Перед обедом Рибар сказал:
– Я достал у друзей бутылочку отличной сливовицы, и мы ее сейчас разопьем.
Старуха подала на стол отварной картофель с приправой из жареного лука, кислое молоко.
Хозяин разлил сливовицу по маленьким стаканчикам.
– За встречу и за дружбу! – сказал он.
Чокнулись и выпили. Рибар предложил новый тост:
– За партизан! За тех, кто сложил свои головы. За мою жену Лолу…
Когда выпили, послышался стук в дверь. Рибар вышел из-за стола в прихожую и через несколько секунд вернулся.
– Среди вас детского врача нет? – спросил он.
– Нет-нет! – ответил Ожогин.
– Значит, я не ошибся.
Выждав некоторое время, чтобы хозяин не мог связать их уход с появлением посыльного Золотовича, друзья объявили, что им надо обязательно попасть в советскую комендатуру, и покинули дом. На другом конце квартала их ожидал человек Золотовича с забинтованной рукой.
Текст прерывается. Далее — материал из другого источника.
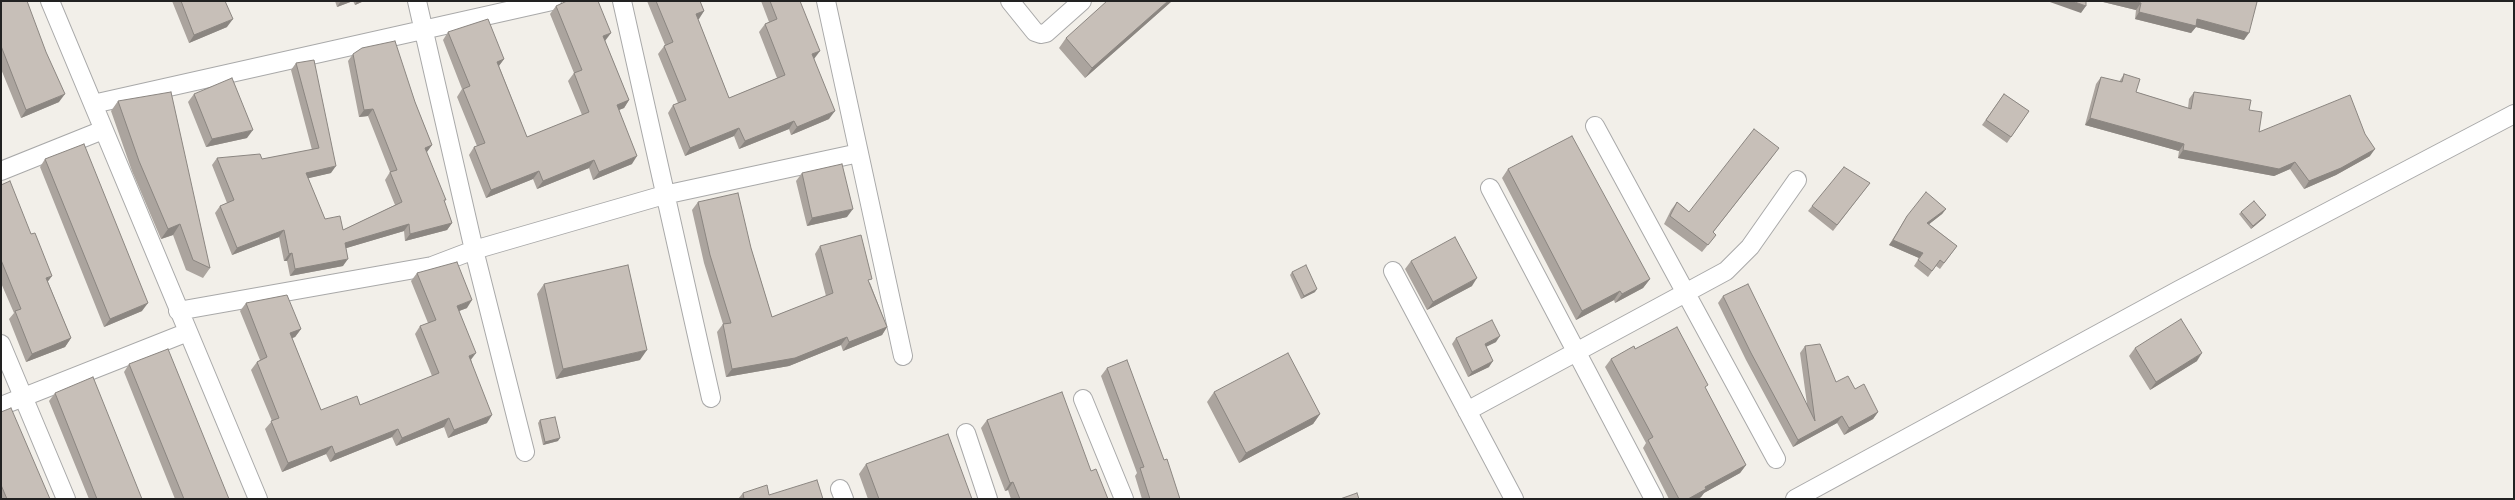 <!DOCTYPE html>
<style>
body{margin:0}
#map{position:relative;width:2515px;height:500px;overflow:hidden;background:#f2efe9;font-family:Ubuntu,sans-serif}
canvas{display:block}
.frame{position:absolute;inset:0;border:2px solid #222;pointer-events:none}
</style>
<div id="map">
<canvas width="2515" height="500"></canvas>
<div class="frame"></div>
</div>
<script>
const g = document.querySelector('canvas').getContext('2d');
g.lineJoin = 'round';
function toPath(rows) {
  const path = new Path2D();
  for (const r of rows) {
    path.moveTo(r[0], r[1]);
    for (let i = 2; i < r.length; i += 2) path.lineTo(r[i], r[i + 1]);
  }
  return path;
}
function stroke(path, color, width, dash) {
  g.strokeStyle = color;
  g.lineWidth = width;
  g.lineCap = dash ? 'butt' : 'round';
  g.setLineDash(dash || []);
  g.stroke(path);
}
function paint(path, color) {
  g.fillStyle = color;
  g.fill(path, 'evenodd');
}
const minor = toPath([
 [50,1,258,499],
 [417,1,474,250,525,452],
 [622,1,711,398],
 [826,1,903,356],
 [1010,1,1035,32,1041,34,1046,33,1082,1],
 [93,104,552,1],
 [1595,126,1776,459],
 [1,171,103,130],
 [1490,188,1654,499],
 [1393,271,1514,499],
 [178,311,432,266,474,250,664,195,859,153],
 [1,344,66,499],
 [1083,399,1124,499],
 [1,406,188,332],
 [1467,411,1726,271,1750,247,1797,180],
 [966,433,988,499],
 [840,489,844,499],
 [1795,499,2179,290,2514,114]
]);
const wall = toPath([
 [1,1,59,102,21,118,1,69],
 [172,1,225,1,227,27,189,43],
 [335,1,364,1,355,5,353,1,337,7],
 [647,1,700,1,704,11,698,19,729,98,777,78,759,32,765,24,769,22,761,1,801,1,800,2,829,119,791,135,789,129,739,149,734,136,685,156,668,113,673,105,678,103,658,54,665,45],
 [1172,1,1085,78,1059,48,1066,38],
 [2099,1,2254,1,2244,40,2196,27,2191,33,2135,19,2136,10],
 [556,6,605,41,629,100,624,108,619,110,632,164,593,180,589,168,537,189,533,179,486,198,469,155,474,147,477,146,457,97,462,89,443,40,448,32,504,59,499,66,527,137,582,115,568,81,574,73,550,14],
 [353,54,415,102,432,145,426,152,452,223,447,230,405,241,404,231,346,248,343,266,290,276,287,261,284,261,279,237,232,255,215,213,220,206,227,203,212,165,217,158,262,159,312,150,291,70,296,63,331,173,308,178,325,219,343,230,395,205,385,180,390,172,368,116,359,117,348,61],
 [2124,74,2136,92,2188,108,2189,99,2194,92,2249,110,2259,132,2370,156,2336,175,2304,189,2290,169,2274,176,2178,158,2179,151,2085,125,2096,84,2101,77,2119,82],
 [194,94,247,138,206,147,188,102],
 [2004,94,2029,111,2007,143,1982,125],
 [118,101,210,268,203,278,186,270,173,235,161,239,132,171,111,111],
 [1773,156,1713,232,1716,235,1702,252,1664,224,1671,210,1677,202,1689,212],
 [45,159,142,311,104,327,40,167],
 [1508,169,1650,279,1643,288,1615,303,1614,300,1576,320,1502,178],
 [802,173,847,217,807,226,796,181],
 [1870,183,1833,231,1808,211,1812,206],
 [1,185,48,282,71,338,65,347,26,362,9,319,14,313,1,283],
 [698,202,751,248,772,317,826,296,815,254,820,246,870,283,887,327,882,335,843,351,841,345,789,366,726,377,717,332,723,324,704,263,692,210],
 [1946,209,1942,214,1929,224,1957,246,1940,269,1936,266,1928,277,1914,266,1919,258,1889,245,1907,216],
 [2241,212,2264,218,2251,229,2239,214],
 [1411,261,1472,286,1427,310,1405,269],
 [1292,272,1315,292,1301,299,1290,275],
 [417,273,467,308,459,311,487,423,448,438,444,427,396,446,392,437,330,462,326,454,282,472,265,429,272,421,251,370,257,362,260,360,240,311,246,303,301,329,295,337,292,338,321,410,360,405,432,376,415,334,420,326,428,323,411,281],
 [544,284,640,360,556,379,537,294],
 [1723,296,1807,404,1800,353,1805,346,1836,382,1878,412,1873,419,1844,435,1837,423,1793,447,1746,360,1718,303],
 [1456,338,1496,342,1486,347,1489,367,1468,377,1452,344],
 [2135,348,2197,361,2150,390,2129,356],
 [1635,349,1706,389,1746,465,1740,473,1704,493,1701,497,1698,499,1669,499,1643,448,1646,443,1605,367,1611,359],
 [129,364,229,499,175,499,124,372],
 [1107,368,1164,460,1180,499,1142,499,1135,476,1137,473,1101,376],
 [1214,392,1320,414,1313,424,1239,463,1207,402],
 [55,393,142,499,89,499,49,401],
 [1,412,50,499,1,499],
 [540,420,558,441,543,445,538,423],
 [987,420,1091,471,1108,499,1011,499,1008,490,1005,491,981,428],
 [866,464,972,499,868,499,859,474],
 [743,493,769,495,823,499,738,499]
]);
const shadedWall = toPath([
 [341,1,353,1,337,7],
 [357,1,364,1,355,5],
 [1168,1,1172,1,1085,78,1092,68],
 [2047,1,2072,1,2086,6,2081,13],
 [2099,1,2132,1,2141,3,2136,10],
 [704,11,699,19,690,22,696,14],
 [2139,12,2197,19,2249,33,2244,40,2196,27,2191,33,2135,19],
 [233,19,227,27,189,43,194,35],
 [611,33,605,41,597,44,603,36],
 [820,51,814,59,812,54],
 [504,59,498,67,497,62],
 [65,94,59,102,21,118,26,110],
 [629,100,624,108,611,113,617,105],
 [373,109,368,116,359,117,364,110],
 [835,111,829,119,791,135,797,127],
 [2090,118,2184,144,2179,151,2085,125],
 [794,121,789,129,739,149,745,141],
 [739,128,734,136,685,156,690,148],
 [253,130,247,138,206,147,212,139],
 [432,145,427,152,420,155,425,148],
 [1779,148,1773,156,1707,240,1713,232],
 [2375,149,2370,156,2336,175,2304,189,2309,181],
 [2183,150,2295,162,2290,169,2274,176,2178,158],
 [637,156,632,164,593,180,599,172],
 [594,160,589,168,537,189,543,181],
 [336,166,331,173,301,180,306,173],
 [539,171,533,179,486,198,491,190],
 [853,209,847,217,807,226,812,218],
 [1946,209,1942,214,1923,229,1927,223],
 [2266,215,2264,218,2251,229,2253,226],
 [452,223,447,230,405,241,410,234],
 [180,224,173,235,161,239,168,229],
 [409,224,404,231,340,250,345,243],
 [284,230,279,237,232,255,237,248],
 [1893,240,1923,253,1919,258,1889,245],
 [292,253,287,261,284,261,289,254],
 [348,259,343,266,290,276,295,269],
 [52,276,46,284,46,278],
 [1477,278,1472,286,1427,310,1433,302],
 [1650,279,1643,288,1615,303,1622,294],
 [1317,289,1315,292,1301,299,1304,296],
 [1620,291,1614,300,1576,320,1582,311],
 [472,300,467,308,451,314,457,306],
 [148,303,142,311,104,327,110,319],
 [887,327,882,335,843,351,849,342],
 [301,329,295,337,284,341,290,333],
 [1500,336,1496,342,1481,349,1485,344],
 [847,337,841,345,789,366,726,377,732,369],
 [71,338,65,347,26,362,32,354],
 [647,350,640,360,556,379,563,369],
 [476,353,470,361,469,356],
 [2202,353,2197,361,2150,390,2156,382],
 [1493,361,1489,367,1468,377,1472,372],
 [1878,412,1873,419,1844,435,1849,428],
 [1320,414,1313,424,1239,463,1246,453],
 [492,415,487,423,448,438,454,430],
 [1842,416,1837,423,1793,447,1798,440],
 [449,418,444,427,396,446,402,438],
 [398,429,392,437,330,462,335,454],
 [560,438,558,441,543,445,545,442],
 [332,446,326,454,282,472,288,463],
 [1746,465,1740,473,1704,493,1701,497,1698,499,1688,499,1705,487],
 [1013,482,1008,490,1005,491,1010,483]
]);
const building = toPath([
 [1,1,27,1,46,52,65,94,26,110,1,46,1,1],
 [181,1,225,1,233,19,194,35,181,1],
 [567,1,598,1,611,33,603,36,629,100,617,105,637,156,599,172,594,160,543,181,539,171,491,190,474,147,485,143,463,89,470,86,448,32,488,19,504,59,497,62,527,137,589,112,574,73,582,70,556,6,567,1],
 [656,1,700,1,704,11,696,14,729,98,785,75,765,24,777,19,770,1,800,1,820,51,812,54,835,111,797,127,794,121,745,141,739,128,690,148,673,105,686,100,664,46,673,42,656,1],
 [1107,1,1168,1,1092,68,1066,38,1107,1],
 [2072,1,2086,1,2086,6,2072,1],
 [2132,1,2254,1,2257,2,2249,33,2197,19,2196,26,2139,12,2141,3,2132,1],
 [395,41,415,102,432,145,425,148,446,200,444,200,452,223,410,234,409,224,345,243,348,259,295,269,292,253,289,254,284,230,237,248,220,206,234,200,217,158,260,154,262,159,319,148,296,63,314,60,336,166,306,173,325,219,340,216,343,230,402,202,390,172,397,170,373,109,364,110,353,54,362,48,395,41],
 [2124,74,2140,79,2136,92,2191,109,2194,92,2251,100,2249,110,2262,112,2259,132,2350,95,2365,134,2375,149,2341,168,2309,181,2295,162,2279,169,2183,150,2184,144,2090,118,2101,77,2122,82,2124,74],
 [232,78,253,130,212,139,194,94,232,78],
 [171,92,210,268,193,260,180,224,168,229,139,161,118,101,171,92],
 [2004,94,2029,111,2011,137,1986,120,2004,94],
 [1754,129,1779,148,1713,232,1716,235,1708,245,1670,216,1677,202,1689,212,1754,129],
 [1572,136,1650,279,1622,294,1620,291,1582,311,1508,169,1572,136],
 [84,144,148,303,110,319,45,159,84,144],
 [842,164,853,209,812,218,802,173,842,164],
 [1844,167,1870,183,1837,225,1812,206,1844,167],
 [10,181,31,234,35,233,52,276,46,278,71,338,32,354,15,311,21,309,1,260,1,185,10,181],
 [1926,192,1946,209,1927,223,1957,246,1944,263,1940,260,1932,271,1918,260,1923,253,1893,240,1907,216,1926,192],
 [738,193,751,248,772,317,833,293,820,246,861,235,872,279,868,280,887,327,849,342,847,337,795,358,732,369,723,324,731,323,710,255,698,202,738,193],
 [2254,201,2266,215,2253,226,2241,212,2254,201],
 [1455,237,1477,278,1433,302,1411,261,1455,237],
 [457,262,472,300,457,306,476,353,469,356,492,415,454,430,449,418,402,438,398,429,335,454,332,446,288,463,271,421,279,418,257,362,267,357,246,303,287,295,301,329,290,333,321,410,357,396,360,405,439,373,420,326,436,320,417,273,457,262],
 [628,265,647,350,563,369,544,284,628,265],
 [1306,265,1317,289,1304,296,1292,272,1306,265],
 [1748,284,1815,421,1805,346,1820,344,1836,382,1848,376,1855,389,1864,384,1878,412,1849,428,1842,416,1798,440,1751,353,1723,296,1748,284],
 [2181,319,2202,353,2156,382,2135,348,2181,319],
 [1492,320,1500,336,1485,344,1493,361,1472,372,1456,338,1492,320],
 [1677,327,1708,385,1705,387,1746,465,1705,487,1706,489,1688,499,1679,499,1648,440,1653,437,1611,359,1634,346,1635,349,1677,327],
 [168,349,229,499,184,499,129,364,168,349],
 [1288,353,1320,414,1246,453,1214,392,1288,353],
 [1127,360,1164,460,1167,459,1180,499,1150,499,1140,468,1144,467,1107,368,1127,360],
 [93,377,142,499,97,499,55,393,93,377],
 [1062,392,1091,471,1096,469,1108,499,1020,499,1013,482,1010,483,987,420,1062,392],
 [11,408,50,499,7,499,1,485,1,412,11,408],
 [555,417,560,438,545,442,540,420,555,417],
 [948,434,972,499,879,499,866,464,948,434],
 [817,480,823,499,744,499,743,493,767,485,769,495,817,480],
 [1357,493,1359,499,1340,499,1357,493]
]);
stroke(minor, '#a9a9a9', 20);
stroke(minor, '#fff', 18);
paint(wall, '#aba49e');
paint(shadedWall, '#8b8681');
paint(building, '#c7bfb8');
stroke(building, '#8b8681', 1);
</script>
Часа через полтора-два Ожогин, Грязнов и Ризаматов уже беседовали с советским комендантом в звании майора. В их карманах лежали обещанные Клифтоном удостоверения, югославские ордена, грамоты к ним и советские деньги, врученные Золотовичем.
– Выходит, отвоевались? – улыбнулся майор, возвращая просмотренные документы. – Насчет вас я получил предписание из Белграда. Можете не волноваться: завтра будете в Москве. Скажите свой адрес. Я раненько утром пришлю машину, а то до аэродрома далеко. А пока отдыхайте.
…Как и в прошлую ночь, хозяин разостлал на полу плотный войлок, покрыл его грубошерстным одеялом, простынями, положил подушки.
– Ложитесь пораньше, коли рано вставать, – посоветовал он и ушел во вторую комнату.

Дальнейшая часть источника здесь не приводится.